■ TASK INPUT
───

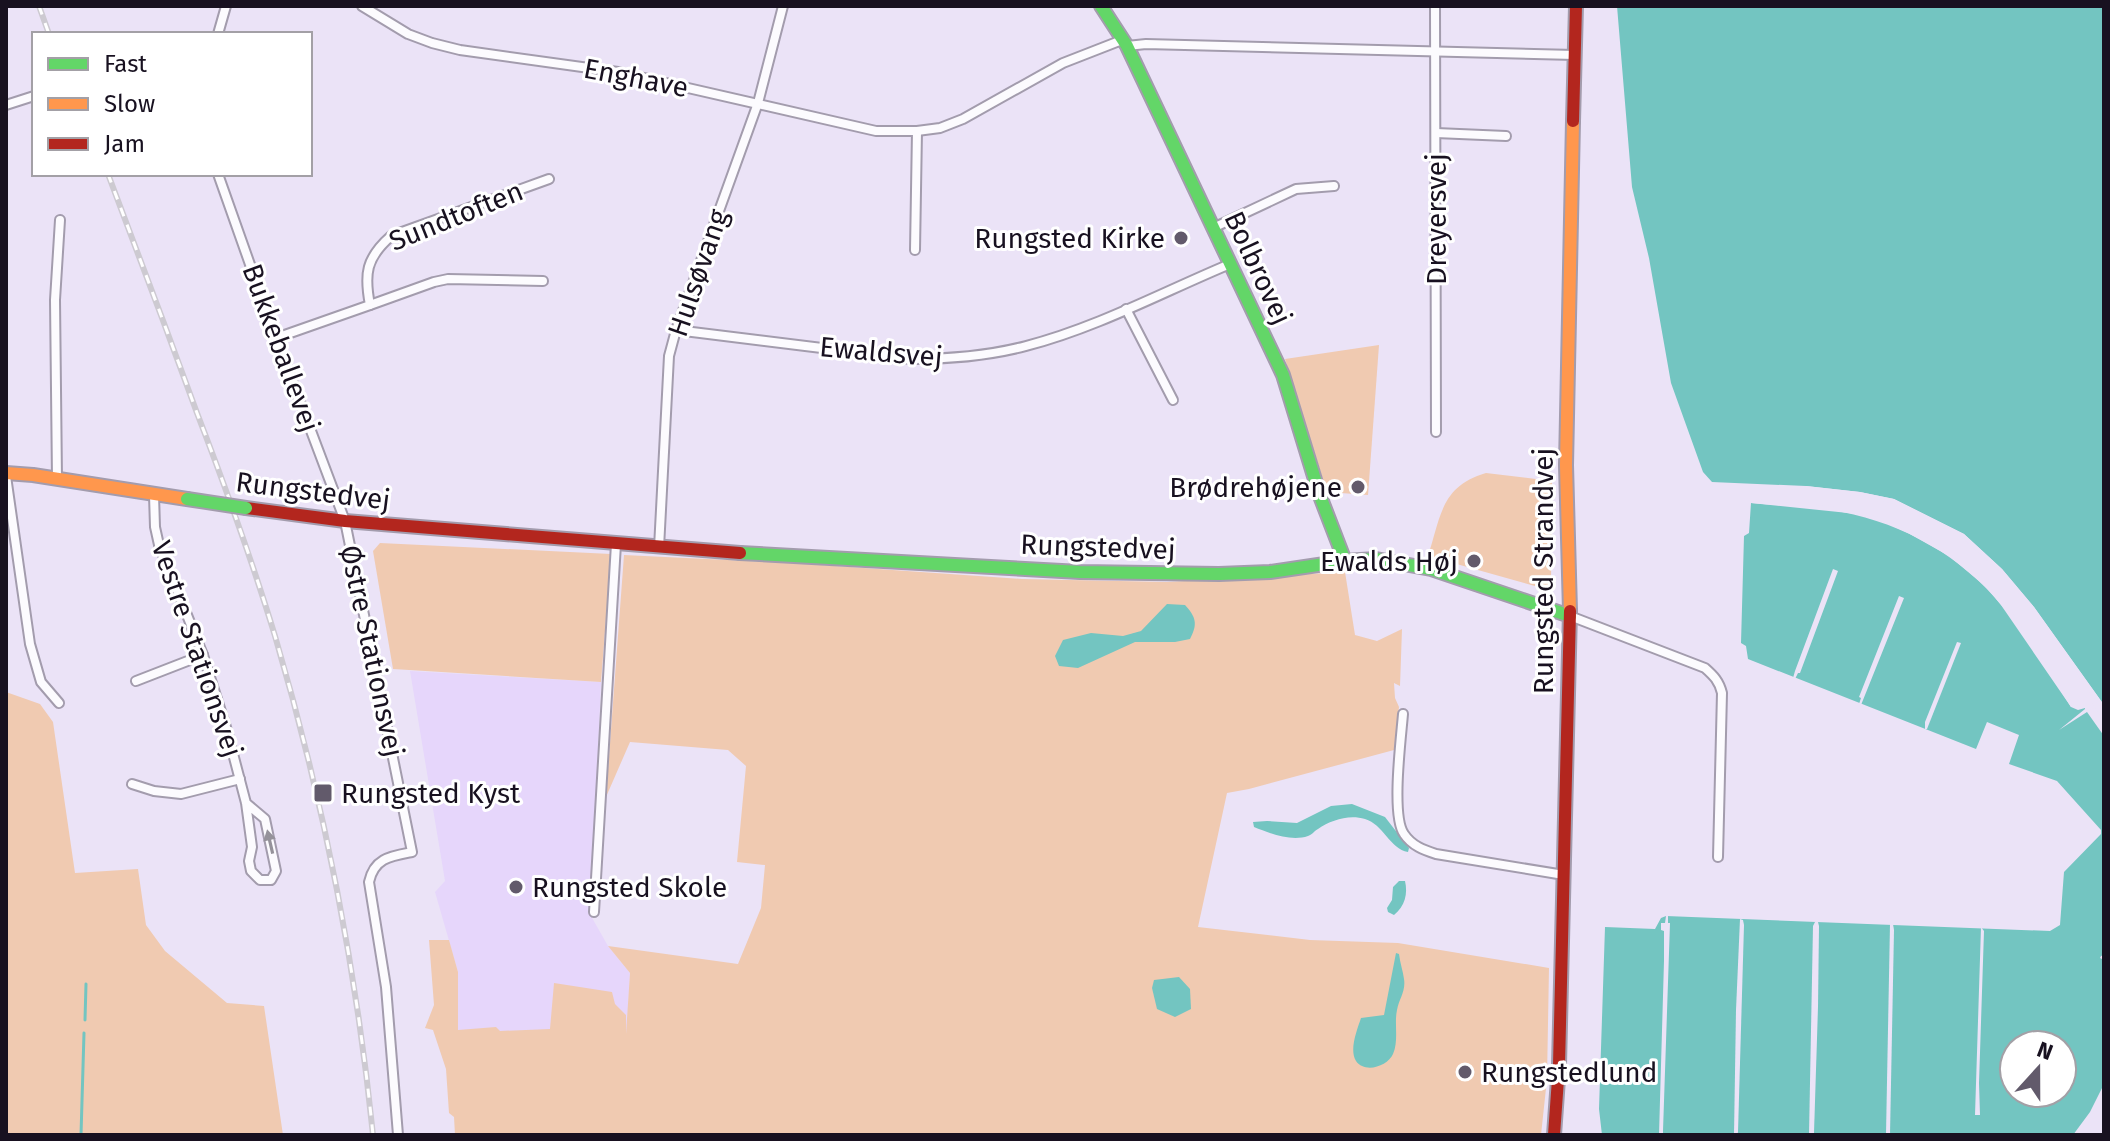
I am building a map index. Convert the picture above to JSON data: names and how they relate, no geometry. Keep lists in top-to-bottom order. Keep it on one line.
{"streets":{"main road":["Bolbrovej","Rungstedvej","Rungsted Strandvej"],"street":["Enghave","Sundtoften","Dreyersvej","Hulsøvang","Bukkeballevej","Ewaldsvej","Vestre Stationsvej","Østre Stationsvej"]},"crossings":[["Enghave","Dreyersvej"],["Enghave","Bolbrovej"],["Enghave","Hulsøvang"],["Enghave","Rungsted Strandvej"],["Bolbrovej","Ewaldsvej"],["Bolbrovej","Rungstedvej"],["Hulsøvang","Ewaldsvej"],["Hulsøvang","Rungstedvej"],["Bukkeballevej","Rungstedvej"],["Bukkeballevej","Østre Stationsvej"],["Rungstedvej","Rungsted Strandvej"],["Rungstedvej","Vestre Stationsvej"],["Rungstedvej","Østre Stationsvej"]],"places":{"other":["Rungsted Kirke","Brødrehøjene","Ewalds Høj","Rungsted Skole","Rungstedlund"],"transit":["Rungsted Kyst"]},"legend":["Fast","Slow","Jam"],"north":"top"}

───

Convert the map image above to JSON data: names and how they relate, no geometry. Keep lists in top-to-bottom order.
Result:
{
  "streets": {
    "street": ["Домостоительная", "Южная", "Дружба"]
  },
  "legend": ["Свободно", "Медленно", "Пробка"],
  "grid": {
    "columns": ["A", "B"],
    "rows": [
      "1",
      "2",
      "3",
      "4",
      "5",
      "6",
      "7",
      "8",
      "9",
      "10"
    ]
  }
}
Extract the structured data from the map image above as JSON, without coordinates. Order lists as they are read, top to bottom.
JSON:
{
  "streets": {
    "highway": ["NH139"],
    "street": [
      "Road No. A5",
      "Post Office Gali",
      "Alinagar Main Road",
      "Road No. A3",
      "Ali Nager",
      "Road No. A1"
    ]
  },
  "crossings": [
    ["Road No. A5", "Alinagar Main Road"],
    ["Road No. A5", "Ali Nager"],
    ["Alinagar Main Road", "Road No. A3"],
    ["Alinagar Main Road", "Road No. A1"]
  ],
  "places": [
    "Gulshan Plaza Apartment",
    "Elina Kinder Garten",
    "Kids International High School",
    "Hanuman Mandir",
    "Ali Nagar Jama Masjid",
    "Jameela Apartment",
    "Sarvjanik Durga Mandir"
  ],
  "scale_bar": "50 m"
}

───

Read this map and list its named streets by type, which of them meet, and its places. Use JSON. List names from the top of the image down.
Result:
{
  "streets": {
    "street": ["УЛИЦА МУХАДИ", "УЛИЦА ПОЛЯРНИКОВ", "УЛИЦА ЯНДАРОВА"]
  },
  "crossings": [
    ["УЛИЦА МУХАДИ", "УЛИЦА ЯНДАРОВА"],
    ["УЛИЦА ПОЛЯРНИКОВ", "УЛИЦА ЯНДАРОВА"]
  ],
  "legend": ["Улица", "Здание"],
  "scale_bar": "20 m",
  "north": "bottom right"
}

───

■ DIRECTIONS FOR THIS TASK
Copy out all lines of the listing where the word "from" appears.

■ EXPECTED ANSWER
Extract the structured data from the map image above as JSON, without coordinates. Order lists as they are read, top to bottom.
Read this map and list its named streets by type, which of them meet, and its places. Use JSON. List names from the top of the image down.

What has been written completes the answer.